A sobrecarga associada ao ato de cuidar manifesta-se em múltiplas dimensões e é amplificada pelos determinantes sociais da saúde que incidem sobre os territórios de maior vulnerabilidade socioeconômica. A literatura científica demonstra que o estresse crônico vivenciado por mães e cuidadores sem rede de apoio socioafetiva ou institucional eleva significativamente os níveis de cortisol circulante, favorecendo o desenvolvimento de transtornos ansiosos e depressivos, como a depressão pós-parto e a síndrome de burnout parental. A deterioração da saúde mental de quem cuida impacta diretamente a qualidade do vínculo responsivo e o desenvolvimento cognitivo e emocional da criança nos primeiros anos de vida, momento crucial de plasticidade cerebral. Quando a equipe de saúde falha em acolher o sofrimento psíquico da mulher-mãe, estabelece-se um ciclo vicioso em que a exaustão materna compromete a adesão aos esquemas vacinais, à amamentação exclusiva e às consultas de puericultura, sobrecarregando ainda mais os serviços de saúde no futuro.
A transição para um modelo de cuidado integral exige que as equipes multiprofissionais de saúde da família superem a abordagem prescritiva e fiscalizatória que culturalmente recai sobre as famílias. No cotidiano das consultas e das visitas domiciliares, a identificação precoce dos sinais de esgotamento físico e emocional deve ser integrada às rotinas de atendimento pela aplicação de escuta qualificada e ferramentas interprofissionais. A construção de Projetos Terapêuticos Singulares (PTS) que prevejam o compartilhamento das responsabilidades do cuidado entre a família, a comunidade e o Estado consolida-se como uma tecnologia leve de altíssima resolutividade. Além disso, o fortalecimento de grupos operacionais de apoio mútuo no território e a articulação intersetorial com a assistência social e a educação infantil oferecem o suporte infraestrutural e relacional necessário para desonerar as famílias, garantindo que o ato de cuidar não se traduza em adoecimento e isolamento social.

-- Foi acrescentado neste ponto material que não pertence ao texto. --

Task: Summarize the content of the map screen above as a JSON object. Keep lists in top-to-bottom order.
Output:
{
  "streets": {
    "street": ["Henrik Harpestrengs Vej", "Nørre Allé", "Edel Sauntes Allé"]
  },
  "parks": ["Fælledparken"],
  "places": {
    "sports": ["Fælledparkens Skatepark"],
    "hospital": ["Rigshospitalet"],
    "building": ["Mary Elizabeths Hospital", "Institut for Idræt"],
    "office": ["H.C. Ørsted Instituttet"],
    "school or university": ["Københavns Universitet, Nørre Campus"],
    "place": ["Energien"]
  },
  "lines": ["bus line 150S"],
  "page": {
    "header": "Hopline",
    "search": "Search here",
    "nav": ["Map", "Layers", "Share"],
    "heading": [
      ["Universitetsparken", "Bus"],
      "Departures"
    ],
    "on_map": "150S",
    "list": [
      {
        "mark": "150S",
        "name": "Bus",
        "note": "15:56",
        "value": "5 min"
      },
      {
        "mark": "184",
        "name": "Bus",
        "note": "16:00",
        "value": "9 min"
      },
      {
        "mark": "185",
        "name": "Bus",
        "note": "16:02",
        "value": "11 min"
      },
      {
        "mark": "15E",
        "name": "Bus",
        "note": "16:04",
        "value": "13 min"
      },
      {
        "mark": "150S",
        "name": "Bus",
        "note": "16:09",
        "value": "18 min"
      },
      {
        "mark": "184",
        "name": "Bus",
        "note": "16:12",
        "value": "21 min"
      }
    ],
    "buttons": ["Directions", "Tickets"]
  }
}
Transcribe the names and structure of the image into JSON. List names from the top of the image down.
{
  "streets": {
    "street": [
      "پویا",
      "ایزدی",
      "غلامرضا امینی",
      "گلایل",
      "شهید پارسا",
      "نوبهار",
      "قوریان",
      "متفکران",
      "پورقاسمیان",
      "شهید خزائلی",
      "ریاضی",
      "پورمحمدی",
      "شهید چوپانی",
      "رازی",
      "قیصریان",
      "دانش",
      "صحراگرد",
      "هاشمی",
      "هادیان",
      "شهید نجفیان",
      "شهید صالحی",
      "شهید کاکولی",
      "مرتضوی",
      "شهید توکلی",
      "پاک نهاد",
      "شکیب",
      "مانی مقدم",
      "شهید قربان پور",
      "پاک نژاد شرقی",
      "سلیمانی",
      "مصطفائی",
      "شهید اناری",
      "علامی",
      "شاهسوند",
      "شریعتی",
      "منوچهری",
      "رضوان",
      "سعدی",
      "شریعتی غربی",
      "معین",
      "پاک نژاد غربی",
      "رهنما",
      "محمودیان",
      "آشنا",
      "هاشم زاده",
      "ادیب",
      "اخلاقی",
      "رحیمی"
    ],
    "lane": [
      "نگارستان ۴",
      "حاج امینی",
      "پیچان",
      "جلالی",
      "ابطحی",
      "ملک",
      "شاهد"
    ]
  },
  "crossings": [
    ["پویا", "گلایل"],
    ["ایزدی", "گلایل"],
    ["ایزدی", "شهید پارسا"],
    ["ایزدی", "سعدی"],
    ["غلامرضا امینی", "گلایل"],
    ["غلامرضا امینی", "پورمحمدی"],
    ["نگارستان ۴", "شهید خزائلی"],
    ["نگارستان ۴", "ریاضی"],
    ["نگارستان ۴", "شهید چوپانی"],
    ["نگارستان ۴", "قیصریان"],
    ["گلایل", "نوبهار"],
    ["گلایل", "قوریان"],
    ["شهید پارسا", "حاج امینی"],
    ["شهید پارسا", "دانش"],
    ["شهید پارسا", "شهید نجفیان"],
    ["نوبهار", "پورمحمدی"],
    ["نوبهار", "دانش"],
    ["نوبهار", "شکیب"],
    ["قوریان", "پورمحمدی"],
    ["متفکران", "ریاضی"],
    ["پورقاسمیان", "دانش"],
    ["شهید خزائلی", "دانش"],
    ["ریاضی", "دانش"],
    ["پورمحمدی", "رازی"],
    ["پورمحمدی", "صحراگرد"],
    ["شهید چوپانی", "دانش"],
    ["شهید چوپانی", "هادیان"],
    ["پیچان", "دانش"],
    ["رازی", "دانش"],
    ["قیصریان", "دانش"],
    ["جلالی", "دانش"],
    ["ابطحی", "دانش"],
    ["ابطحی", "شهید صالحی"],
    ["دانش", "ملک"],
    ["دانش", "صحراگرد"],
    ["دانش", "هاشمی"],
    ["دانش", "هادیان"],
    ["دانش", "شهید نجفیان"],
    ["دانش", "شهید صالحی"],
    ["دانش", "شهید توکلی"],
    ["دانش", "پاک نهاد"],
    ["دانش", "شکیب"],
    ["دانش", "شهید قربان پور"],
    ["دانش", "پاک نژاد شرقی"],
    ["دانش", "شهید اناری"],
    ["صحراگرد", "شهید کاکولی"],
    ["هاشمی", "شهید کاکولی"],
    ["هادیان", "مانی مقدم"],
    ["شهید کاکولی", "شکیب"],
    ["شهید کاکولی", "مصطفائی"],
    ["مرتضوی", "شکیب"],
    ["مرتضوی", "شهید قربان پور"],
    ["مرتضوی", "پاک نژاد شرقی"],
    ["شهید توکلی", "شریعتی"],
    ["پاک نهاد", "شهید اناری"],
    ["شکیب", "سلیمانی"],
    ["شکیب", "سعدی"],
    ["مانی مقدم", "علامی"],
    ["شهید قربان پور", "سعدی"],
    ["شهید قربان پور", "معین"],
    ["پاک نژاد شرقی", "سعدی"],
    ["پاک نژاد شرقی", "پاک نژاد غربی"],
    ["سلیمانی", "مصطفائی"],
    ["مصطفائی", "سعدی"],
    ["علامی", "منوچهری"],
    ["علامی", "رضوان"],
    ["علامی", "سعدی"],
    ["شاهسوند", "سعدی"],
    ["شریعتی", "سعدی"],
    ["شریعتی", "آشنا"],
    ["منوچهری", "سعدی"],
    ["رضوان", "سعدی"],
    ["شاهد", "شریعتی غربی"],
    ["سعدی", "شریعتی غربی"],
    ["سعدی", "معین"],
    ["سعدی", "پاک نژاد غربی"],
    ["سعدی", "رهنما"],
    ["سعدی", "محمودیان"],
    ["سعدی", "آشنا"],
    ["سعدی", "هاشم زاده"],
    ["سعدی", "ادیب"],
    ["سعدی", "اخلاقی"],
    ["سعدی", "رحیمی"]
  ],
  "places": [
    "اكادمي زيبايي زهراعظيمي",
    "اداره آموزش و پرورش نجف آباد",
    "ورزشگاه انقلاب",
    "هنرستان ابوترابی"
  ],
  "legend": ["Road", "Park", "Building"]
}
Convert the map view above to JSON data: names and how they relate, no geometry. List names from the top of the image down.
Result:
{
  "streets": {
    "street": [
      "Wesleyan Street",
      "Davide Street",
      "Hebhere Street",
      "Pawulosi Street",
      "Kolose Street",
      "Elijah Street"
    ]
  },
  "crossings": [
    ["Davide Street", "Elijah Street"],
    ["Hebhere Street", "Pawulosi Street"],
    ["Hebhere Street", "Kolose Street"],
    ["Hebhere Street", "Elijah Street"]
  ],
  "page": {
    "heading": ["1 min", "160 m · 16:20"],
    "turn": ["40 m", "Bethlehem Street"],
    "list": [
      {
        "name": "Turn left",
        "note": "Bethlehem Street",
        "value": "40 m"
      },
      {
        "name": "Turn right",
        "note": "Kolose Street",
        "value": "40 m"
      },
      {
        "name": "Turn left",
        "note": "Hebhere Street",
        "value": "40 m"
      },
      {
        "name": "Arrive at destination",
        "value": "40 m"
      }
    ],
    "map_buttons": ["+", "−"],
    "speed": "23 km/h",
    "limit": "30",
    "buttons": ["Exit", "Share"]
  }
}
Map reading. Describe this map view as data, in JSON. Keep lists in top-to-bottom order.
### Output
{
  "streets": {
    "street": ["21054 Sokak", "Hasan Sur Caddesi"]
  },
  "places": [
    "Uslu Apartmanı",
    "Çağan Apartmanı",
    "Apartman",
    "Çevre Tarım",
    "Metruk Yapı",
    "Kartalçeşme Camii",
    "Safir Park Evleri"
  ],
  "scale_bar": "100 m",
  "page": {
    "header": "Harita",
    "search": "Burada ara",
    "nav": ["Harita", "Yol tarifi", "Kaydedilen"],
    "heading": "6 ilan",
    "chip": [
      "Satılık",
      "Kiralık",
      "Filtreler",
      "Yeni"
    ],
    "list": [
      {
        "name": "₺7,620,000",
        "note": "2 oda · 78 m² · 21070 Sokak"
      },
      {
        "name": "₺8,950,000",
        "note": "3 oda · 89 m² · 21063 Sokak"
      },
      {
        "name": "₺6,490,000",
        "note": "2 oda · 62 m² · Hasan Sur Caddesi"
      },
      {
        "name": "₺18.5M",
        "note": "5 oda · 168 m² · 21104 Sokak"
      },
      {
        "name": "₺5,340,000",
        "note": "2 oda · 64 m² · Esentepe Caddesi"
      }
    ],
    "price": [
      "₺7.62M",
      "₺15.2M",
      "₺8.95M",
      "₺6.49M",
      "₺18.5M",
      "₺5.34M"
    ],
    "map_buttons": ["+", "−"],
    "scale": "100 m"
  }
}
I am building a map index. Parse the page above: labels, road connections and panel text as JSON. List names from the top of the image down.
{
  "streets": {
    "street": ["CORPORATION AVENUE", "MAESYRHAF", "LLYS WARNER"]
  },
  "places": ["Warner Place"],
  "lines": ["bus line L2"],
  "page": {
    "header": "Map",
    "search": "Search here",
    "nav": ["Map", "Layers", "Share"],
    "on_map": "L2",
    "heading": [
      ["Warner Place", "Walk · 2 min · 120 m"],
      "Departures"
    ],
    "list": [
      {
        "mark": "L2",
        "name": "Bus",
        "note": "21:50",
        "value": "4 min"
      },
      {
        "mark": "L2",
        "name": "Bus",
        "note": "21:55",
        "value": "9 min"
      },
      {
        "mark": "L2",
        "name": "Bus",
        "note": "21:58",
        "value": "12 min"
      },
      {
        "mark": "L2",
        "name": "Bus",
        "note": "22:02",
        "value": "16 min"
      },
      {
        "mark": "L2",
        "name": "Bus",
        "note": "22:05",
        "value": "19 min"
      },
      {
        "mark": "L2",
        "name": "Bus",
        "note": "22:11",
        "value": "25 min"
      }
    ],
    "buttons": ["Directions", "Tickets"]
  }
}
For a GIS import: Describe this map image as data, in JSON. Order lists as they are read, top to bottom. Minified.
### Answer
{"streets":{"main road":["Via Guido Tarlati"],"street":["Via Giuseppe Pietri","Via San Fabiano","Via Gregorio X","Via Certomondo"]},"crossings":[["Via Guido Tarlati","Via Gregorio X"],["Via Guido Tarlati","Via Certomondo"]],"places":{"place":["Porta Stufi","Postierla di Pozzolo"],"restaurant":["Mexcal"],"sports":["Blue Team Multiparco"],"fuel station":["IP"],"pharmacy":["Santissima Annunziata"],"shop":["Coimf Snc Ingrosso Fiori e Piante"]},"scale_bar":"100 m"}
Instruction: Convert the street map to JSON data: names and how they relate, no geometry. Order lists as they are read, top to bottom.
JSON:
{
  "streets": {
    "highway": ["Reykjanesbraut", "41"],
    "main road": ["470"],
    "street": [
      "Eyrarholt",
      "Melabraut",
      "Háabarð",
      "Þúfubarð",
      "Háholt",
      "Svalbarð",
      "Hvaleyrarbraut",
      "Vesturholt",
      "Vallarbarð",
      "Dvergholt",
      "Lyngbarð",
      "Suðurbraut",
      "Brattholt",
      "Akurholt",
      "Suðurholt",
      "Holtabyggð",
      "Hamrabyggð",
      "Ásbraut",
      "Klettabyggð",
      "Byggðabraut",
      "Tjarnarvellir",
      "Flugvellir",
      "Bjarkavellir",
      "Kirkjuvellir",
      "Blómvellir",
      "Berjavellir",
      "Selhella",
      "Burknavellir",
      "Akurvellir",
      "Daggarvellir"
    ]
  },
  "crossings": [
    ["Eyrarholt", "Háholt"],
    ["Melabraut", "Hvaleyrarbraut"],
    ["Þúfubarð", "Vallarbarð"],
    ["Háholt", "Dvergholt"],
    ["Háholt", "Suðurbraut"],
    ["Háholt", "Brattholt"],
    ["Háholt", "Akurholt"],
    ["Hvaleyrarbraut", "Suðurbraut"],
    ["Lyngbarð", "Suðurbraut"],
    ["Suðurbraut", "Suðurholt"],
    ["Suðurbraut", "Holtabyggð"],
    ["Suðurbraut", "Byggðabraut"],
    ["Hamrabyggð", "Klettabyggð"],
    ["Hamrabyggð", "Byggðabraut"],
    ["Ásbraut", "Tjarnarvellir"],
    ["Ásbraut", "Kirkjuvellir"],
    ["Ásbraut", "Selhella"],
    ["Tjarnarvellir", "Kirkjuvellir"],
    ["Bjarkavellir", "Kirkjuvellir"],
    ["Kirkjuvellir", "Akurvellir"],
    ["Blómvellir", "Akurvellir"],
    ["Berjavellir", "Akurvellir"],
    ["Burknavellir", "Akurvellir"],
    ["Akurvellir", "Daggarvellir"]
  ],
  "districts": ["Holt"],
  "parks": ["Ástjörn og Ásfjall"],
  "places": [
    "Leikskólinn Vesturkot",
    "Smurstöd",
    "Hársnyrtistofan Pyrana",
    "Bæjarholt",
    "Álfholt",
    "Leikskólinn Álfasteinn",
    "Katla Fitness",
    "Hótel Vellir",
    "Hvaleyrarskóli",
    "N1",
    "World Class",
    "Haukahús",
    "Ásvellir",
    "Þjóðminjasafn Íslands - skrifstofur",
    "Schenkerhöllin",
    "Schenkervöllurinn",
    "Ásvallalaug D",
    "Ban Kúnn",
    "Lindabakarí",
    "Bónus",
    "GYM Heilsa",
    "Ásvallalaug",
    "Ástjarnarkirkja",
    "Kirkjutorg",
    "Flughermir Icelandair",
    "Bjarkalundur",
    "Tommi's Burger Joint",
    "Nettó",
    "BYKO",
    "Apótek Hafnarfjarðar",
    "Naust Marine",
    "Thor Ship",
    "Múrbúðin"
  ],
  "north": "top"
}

A análise crítica dos impactos dessa virada paradigmática na saúde pública brasileira aponta para a urgência de institucionalizar políticas públicas de cuidado que reconheçam o trabalho reprodutivo e de assistência infantil como questão de saúde coletiva e equidade de gênero. Enquanto as diretrizes da Atenção Primária continuarem a exigir o cumprimento de metas de cobertura vacinal e acompanhamento nutricional sem garantir retaguarda de suporte psicoemocional e infraestrutura comunitária para os cuidadores, o SUS permanecerá perpetuando a overburden feminina sob o disfarce da promoção da saúde. Investir na saúde física, mental e social de quem cuida não representa um custo assistencial adicional, mas a estratégia de maior custo-efetividade para assegurar a sustentabilidade das redes de atenção, a redução das desigualdades estruturais e o desenvolvimento pleno das futuras gerações.